▸ **SUPPLIED MATERIAL**:
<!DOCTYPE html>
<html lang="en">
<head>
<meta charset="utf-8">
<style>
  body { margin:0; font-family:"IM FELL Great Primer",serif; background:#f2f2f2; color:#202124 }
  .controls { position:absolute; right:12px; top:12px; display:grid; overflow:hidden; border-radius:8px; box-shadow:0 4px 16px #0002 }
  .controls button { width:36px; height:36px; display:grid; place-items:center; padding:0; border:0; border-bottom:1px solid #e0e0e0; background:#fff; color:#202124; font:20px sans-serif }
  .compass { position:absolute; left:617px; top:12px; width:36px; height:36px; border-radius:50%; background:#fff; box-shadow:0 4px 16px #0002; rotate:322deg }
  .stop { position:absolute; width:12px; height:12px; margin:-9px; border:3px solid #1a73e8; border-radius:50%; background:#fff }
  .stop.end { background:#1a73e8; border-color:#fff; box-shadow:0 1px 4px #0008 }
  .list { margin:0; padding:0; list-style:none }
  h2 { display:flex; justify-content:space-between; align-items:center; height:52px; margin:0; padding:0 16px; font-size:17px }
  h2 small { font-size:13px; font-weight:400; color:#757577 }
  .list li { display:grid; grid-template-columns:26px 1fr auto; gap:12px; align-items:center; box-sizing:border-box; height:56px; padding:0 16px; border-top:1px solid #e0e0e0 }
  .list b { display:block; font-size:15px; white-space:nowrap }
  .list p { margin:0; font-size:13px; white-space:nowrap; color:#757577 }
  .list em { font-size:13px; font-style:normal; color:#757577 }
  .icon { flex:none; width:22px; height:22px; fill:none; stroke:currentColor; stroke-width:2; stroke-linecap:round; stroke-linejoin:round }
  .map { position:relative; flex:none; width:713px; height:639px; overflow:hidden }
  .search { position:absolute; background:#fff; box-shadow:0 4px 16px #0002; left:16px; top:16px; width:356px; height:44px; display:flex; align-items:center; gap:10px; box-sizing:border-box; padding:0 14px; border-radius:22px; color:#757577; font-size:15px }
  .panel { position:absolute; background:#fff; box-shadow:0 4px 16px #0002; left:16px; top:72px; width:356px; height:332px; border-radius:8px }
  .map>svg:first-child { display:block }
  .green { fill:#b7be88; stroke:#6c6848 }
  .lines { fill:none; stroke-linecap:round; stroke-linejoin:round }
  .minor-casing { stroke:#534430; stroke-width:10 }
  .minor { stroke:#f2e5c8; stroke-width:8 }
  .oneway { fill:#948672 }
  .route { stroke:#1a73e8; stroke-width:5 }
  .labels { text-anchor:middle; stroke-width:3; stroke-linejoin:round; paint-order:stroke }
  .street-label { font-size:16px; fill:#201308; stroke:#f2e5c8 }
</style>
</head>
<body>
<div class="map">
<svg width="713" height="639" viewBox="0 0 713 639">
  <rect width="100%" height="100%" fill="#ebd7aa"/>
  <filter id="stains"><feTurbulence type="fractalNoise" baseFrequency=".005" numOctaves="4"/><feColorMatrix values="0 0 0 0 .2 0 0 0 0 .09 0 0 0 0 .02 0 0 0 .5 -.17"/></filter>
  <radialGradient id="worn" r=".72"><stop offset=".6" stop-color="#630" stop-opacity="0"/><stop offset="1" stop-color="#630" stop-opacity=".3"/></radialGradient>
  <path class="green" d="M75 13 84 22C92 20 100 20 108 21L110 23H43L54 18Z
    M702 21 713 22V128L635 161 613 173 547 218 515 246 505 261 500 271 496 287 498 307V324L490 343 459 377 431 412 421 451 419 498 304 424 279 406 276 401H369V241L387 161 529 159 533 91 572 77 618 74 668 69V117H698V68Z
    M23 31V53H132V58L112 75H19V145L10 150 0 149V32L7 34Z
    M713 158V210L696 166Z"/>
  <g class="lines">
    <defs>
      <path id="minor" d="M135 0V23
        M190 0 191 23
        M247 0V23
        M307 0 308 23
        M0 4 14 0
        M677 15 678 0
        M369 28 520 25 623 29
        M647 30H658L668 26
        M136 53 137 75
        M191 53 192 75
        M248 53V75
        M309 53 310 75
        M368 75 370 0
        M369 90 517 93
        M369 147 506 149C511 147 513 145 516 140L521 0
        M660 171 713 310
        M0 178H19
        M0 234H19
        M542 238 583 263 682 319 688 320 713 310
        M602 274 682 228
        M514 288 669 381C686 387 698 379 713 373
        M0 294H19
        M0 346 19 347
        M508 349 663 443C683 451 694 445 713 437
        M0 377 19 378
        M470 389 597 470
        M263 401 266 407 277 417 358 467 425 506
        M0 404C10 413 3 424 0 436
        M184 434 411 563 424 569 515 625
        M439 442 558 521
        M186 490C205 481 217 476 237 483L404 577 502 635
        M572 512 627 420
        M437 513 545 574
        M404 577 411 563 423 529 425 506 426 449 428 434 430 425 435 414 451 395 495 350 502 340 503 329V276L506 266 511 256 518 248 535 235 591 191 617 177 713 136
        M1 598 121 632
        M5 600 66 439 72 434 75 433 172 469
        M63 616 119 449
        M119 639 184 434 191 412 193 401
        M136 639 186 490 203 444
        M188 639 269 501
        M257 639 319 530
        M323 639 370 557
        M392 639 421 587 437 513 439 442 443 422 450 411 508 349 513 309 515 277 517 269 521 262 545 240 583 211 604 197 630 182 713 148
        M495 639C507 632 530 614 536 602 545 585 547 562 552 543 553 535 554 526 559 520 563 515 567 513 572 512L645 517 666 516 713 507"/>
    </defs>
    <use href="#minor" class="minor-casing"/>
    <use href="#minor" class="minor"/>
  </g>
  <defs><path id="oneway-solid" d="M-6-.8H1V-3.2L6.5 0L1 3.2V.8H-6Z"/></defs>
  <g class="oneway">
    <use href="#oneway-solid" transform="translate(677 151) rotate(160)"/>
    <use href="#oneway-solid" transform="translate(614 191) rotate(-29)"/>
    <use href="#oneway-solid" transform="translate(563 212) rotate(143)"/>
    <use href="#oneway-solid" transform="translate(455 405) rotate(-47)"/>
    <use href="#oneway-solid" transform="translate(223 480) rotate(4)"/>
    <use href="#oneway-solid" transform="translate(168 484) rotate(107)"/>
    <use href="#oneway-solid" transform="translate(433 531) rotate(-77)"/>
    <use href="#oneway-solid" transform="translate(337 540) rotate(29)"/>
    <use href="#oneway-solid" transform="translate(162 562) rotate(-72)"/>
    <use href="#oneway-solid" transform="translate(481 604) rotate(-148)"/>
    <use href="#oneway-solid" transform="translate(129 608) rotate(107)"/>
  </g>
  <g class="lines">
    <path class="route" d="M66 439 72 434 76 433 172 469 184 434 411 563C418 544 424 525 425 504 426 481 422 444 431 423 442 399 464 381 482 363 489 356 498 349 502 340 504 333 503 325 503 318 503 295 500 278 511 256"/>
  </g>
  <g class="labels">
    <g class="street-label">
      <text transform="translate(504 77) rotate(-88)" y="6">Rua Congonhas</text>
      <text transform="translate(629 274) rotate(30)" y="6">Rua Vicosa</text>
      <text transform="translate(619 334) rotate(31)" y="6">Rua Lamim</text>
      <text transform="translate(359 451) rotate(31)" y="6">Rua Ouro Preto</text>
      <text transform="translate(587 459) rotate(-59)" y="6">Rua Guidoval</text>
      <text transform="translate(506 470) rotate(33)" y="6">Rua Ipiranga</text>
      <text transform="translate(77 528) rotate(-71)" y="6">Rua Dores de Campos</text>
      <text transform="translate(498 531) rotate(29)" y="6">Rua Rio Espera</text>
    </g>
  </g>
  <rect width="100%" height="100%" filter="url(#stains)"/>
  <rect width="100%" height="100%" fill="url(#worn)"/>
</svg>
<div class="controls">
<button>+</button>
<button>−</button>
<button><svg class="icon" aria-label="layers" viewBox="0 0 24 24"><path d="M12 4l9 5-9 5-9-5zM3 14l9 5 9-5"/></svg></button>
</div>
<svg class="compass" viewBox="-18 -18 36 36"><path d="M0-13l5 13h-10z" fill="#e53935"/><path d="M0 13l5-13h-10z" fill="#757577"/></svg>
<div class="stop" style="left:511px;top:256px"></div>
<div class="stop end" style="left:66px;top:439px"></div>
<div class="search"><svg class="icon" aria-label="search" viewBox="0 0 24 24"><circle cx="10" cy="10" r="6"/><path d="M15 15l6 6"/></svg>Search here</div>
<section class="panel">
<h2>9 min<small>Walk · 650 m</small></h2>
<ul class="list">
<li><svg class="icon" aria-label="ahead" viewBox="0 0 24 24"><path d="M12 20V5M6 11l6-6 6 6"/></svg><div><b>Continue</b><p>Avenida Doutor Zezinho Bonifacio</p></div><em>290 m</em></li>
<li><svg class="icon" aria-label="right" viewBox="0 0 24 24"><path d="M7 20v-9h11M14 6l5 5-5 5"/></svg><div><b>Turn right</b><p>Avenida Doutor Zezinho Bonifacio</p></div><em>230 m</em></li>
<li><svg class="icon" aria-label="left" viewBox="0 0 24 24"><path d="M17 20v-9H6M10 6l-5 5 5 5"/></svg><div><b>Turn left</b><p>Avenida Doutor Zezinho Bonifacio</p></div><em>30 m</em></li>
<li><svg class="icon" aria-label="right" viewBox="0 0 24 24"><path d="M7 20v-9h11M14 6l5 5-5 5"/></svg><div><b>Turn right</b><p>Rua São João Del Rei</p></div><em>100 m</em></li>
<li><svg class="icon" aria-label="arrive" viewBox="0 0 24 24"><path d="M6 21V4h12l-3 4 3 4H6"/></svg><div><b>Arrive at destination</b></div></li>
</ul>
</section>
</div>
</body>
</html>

▸ **WHAT TO DO**: Reproduce exactly, please, only the lines from the start of the data above to the line that contains "background:#1a73e8; border-color:#fff; box-shadow:0", with both ends kept.

▸ **EXERCISE RESPONSE**:
<!DOCTYPE html>
<html lang="en">
<head>
<meta charset="utf-8">
<style>
  body { margin:0; font-family:"IM FELL Great Primer",serif; background:#f2f2f2; color:#202124 }
  .controls { position:absolute; right:12px; top:12px; display:grid; overflow:hidden; border-radius:8px; box-shadow:0 4px 16px #0002 }
  .controls button { width:36px; height:36px; display:grid; place-items:center; padding:0; border:0; border-bottom:1px solid #e0e0e0; background:#fff; color:#202124; font:20px sans-serif }
  .compass { position:absolute; left:617px; top:12px; width:36px; height:36px; border-radius:50%; background:#fff; box-shadow:0 4px 16px #0002; rotate:322deg }
  .stop { position:absolute; width:12px; height:12px; margin:-9px; border:3px solid #1a73e8; border-radius:50%; background:#fff }
  .stop.end { background:#1a73e8; border-color:#fff; box-shadow:0 1px 4px #0008 }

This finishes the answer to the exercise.